Material supplied
________________________

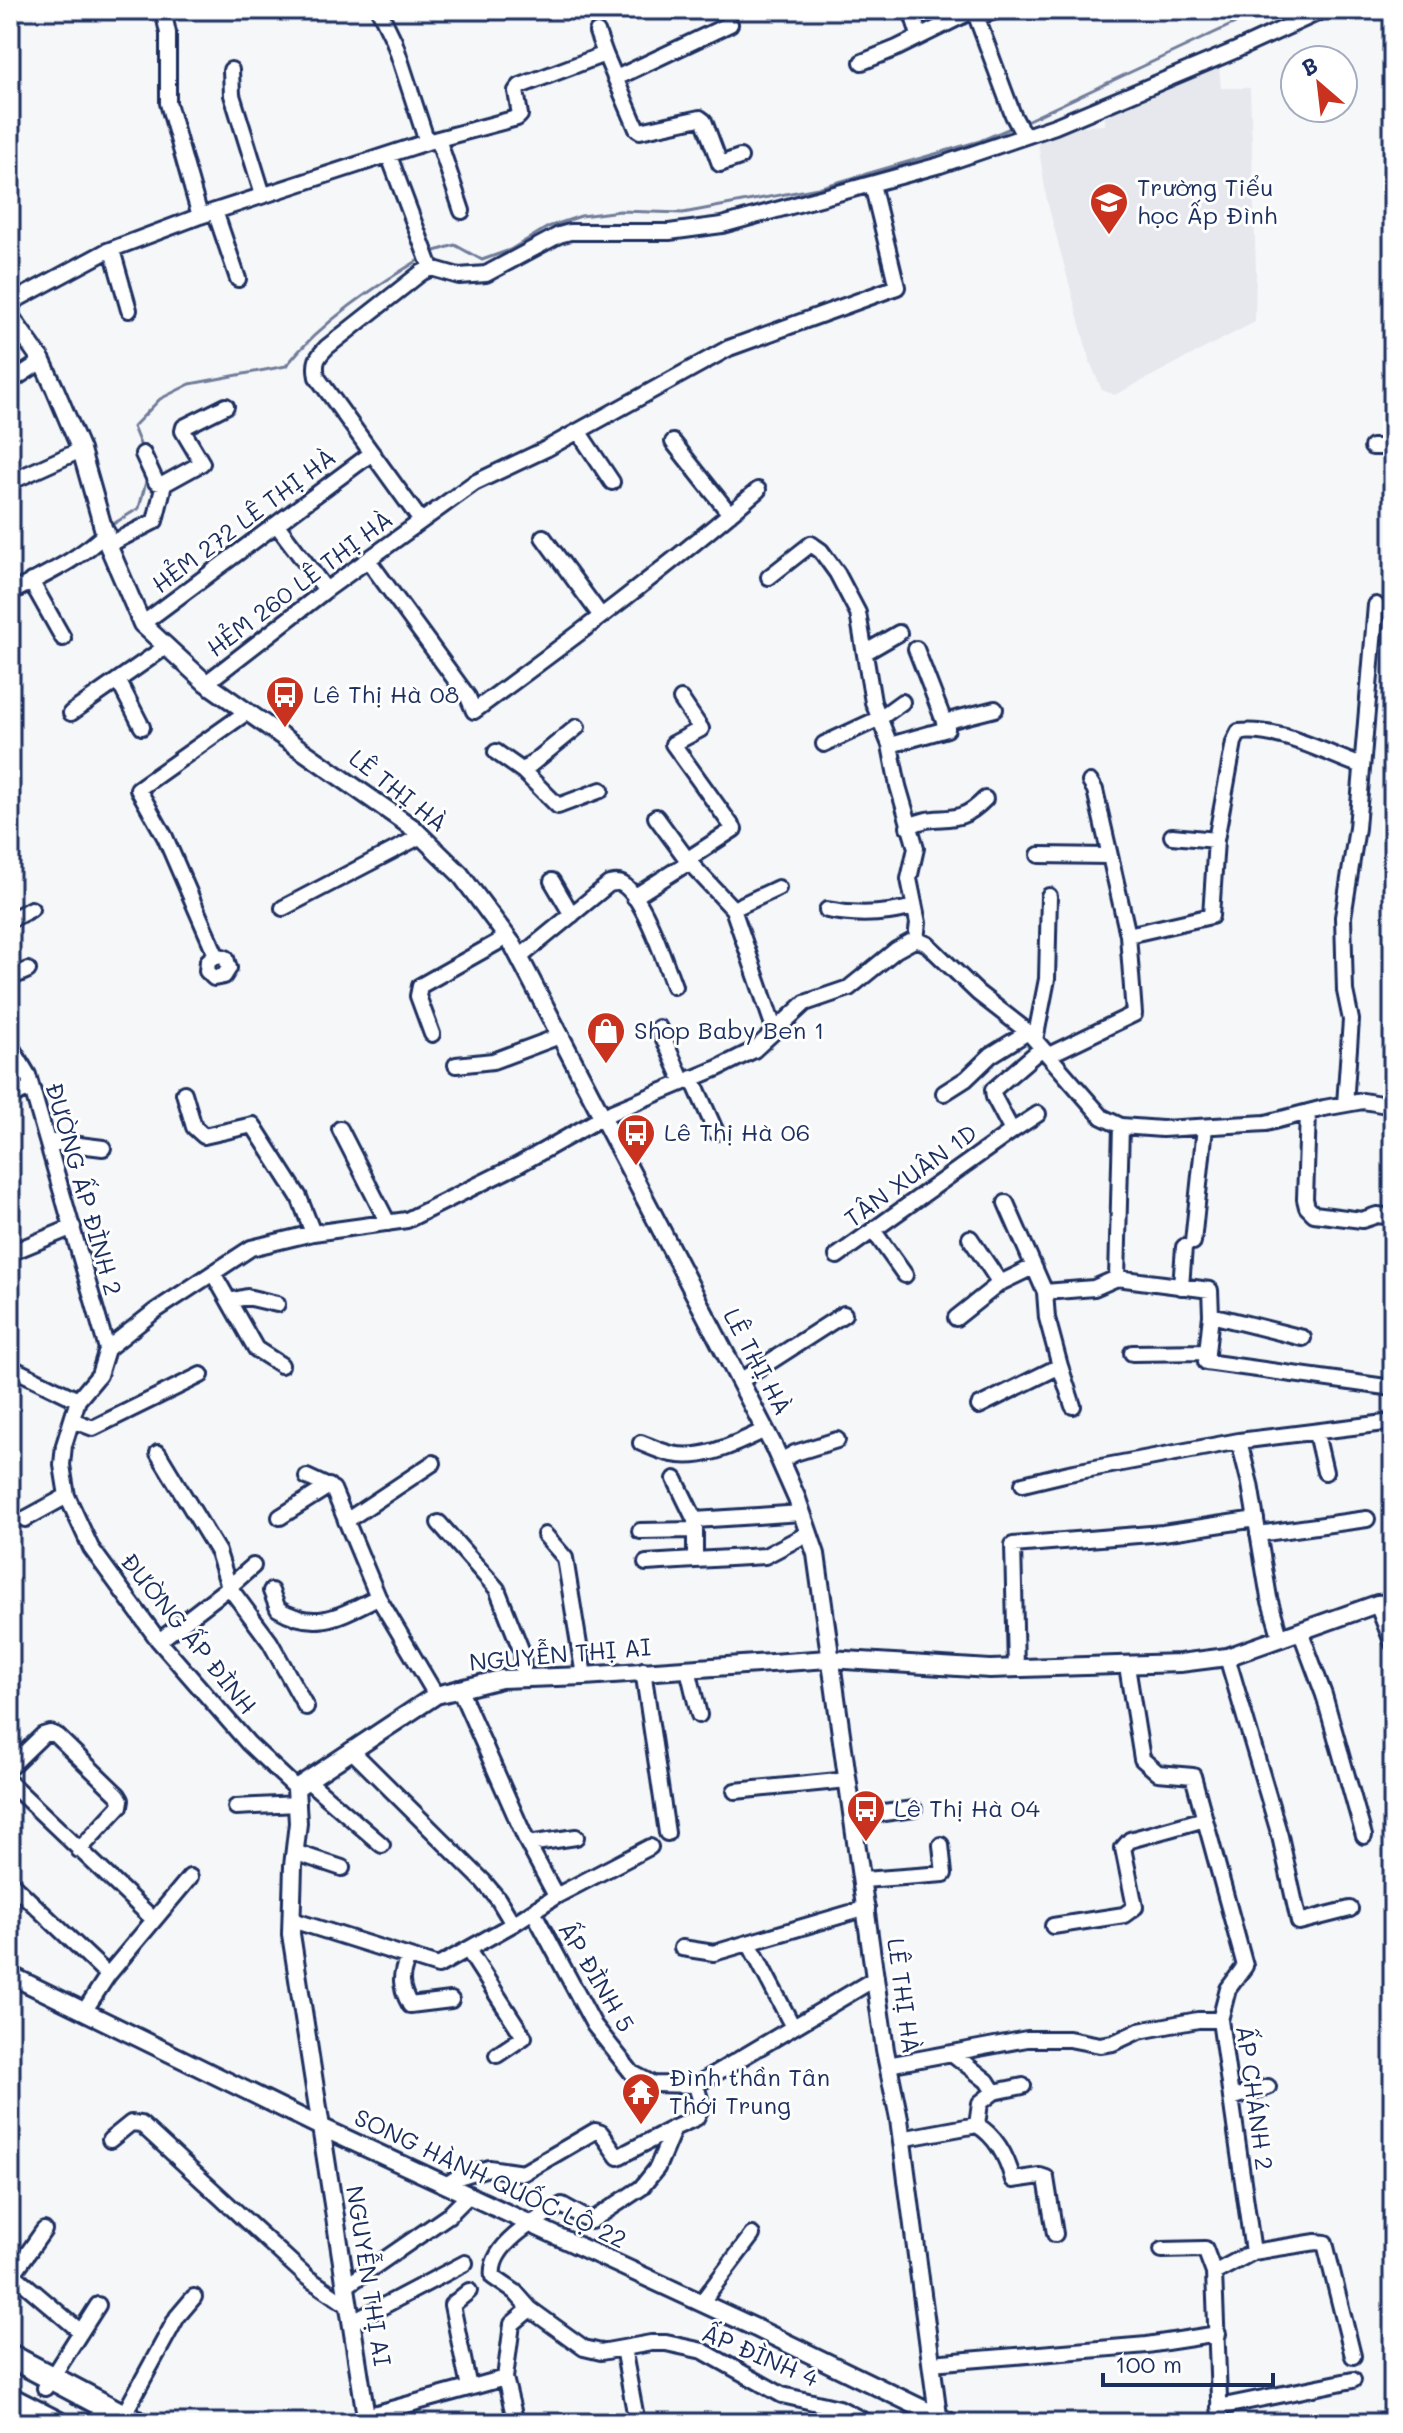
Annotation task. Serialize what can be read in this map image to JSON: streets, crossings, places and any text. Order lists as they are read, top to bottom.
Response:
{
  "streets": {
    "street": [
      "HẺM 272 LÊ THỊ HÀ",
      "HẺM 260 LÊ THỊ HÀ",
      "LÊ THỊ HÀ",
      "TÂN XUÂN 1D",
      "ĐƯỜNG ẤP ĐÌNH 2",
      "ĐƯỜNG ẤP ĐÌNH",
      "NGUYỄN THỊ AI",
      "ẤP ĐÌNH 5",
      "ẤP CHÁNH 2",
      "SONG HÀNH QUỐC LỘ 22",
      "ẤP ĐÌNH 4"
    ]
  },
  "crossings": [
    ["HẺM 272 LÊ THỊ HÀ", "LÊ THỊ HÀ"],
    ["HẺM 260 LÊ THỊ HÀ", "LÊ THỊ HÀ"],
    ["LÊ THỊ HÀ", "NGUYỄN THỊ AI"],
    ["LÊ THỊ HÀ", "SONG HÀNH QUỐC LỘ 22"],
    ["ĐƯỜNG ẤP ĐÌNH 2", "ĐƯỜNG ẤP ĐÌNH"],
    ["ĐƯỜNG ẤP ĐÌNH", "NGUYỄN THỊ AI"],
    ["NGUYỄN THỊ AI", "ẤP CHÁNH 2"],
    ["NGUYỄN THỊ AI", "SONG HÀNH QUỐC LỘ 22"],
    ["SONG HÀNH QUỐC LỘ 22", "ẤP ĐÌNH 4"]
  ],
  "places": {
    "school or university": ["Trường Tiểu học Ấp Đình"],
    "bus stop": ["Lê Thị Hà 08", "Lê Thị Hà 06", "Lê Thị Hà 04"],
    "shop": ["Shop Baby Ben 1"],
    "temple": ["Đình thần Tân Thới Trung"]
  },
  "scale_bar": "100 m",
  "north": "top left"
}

________________________

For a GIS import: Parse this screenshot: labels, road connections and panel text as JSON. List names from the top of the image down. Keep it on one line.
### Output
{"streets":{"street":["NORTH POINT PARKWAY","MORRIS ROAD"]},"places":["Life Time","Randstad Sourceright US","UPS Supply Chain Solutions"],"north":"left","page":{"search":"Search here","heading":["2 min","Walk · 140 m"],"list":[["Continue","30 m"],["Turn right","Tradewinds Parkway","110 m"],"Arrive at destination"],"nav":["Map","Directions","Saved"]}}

________________________

Description of the task
Return, from the data, each line where the string "this" occurs.

Answer
Annotation task. Serialize what can be read in this map image to JSON: streets, crossings, places and any text. Order lists as they are read, top to bottom.
For a GIS import: Parse this screenshot: labels, road connections and panel text as JSON. List names from the top of the image down. Keep it on one line.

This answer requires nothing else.